ABOUT THIS EXERCISE: The job is to find each line of the records below that includes the word "Parkway" and copy it.

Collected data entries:
• • •

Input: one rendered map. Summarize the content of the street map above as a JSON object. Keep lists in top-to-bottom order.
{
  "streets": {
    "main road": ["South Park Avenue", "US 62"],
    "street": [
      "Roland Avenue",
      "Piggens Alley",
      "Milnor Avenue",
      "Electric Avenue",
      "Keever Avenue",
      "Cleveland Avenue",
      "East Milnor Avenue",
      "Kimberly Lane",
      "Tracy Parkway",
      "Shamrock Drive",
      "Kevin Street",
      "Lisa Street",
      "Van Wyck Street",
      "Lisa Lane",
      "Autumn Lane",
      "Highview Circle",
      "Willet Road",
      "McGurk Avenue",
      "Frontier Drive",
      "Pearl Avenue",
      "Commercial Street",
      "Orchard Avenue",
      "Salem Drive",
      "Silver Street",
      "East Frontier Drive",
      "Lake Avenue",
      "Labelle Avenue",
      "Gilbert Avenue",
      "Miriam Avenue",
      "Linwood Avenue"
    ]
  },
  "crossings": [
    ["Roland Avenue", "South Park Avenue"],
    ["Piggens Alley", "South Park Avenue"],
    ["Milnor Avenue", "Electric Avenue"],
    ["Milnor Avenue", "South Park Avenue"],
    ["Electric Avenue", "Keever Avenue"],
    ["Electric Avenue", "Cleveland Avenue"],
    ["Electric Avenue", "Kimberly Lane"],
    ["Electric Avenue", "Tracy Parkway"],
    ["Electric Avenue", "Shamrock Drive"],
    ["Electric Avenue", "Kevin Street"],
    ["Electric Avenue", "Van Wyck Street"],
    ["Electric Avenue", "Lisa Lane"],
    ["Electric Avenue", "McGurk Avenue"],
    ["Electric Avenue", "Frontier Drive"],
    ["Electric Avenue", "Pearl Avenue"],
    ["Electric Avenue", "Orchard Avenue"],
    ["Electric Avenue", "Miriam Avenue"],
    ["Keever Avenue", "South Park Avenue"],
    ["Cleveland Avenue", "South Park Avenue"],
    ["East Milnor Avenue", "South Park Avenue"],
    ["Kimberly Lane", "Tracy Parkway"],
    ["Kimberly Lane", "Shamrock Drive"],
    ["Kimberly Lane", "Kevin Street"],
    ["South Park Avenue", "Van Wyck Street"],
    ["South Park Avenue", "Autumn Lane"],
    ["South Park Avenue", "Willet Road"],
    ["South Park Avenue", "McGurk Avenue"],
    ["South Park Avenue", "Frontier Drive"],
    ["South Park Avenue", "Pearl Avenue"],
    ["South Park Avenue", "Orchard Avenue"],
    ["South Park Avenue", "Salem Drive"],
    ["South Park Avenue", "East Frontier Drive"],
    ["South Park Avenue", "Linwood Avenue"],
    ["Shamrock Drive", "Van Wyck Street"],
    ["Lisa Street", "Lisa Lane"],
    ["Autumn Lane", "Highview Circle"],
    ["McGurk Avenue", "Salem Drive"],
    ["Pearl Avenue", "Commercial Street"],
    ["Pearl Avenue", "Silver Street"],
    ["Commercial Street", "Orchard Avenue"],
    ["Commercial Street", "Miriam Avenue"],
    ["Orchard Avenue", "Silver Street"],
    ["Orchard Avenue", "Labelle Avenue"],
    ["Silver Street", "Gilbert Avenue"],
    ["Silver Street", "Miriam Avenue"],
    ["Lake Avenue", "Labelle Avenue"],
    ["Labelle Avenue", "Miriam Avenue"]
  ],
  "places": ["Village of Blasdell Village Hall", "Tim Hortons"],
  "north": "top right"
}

• • •

EXPECTED ANSWER:
      "Tracy Parkway",
    ["Electric Avenue", "Tracy Parkway"],
    ["Kimberly Lane", "Tracy Parkway"],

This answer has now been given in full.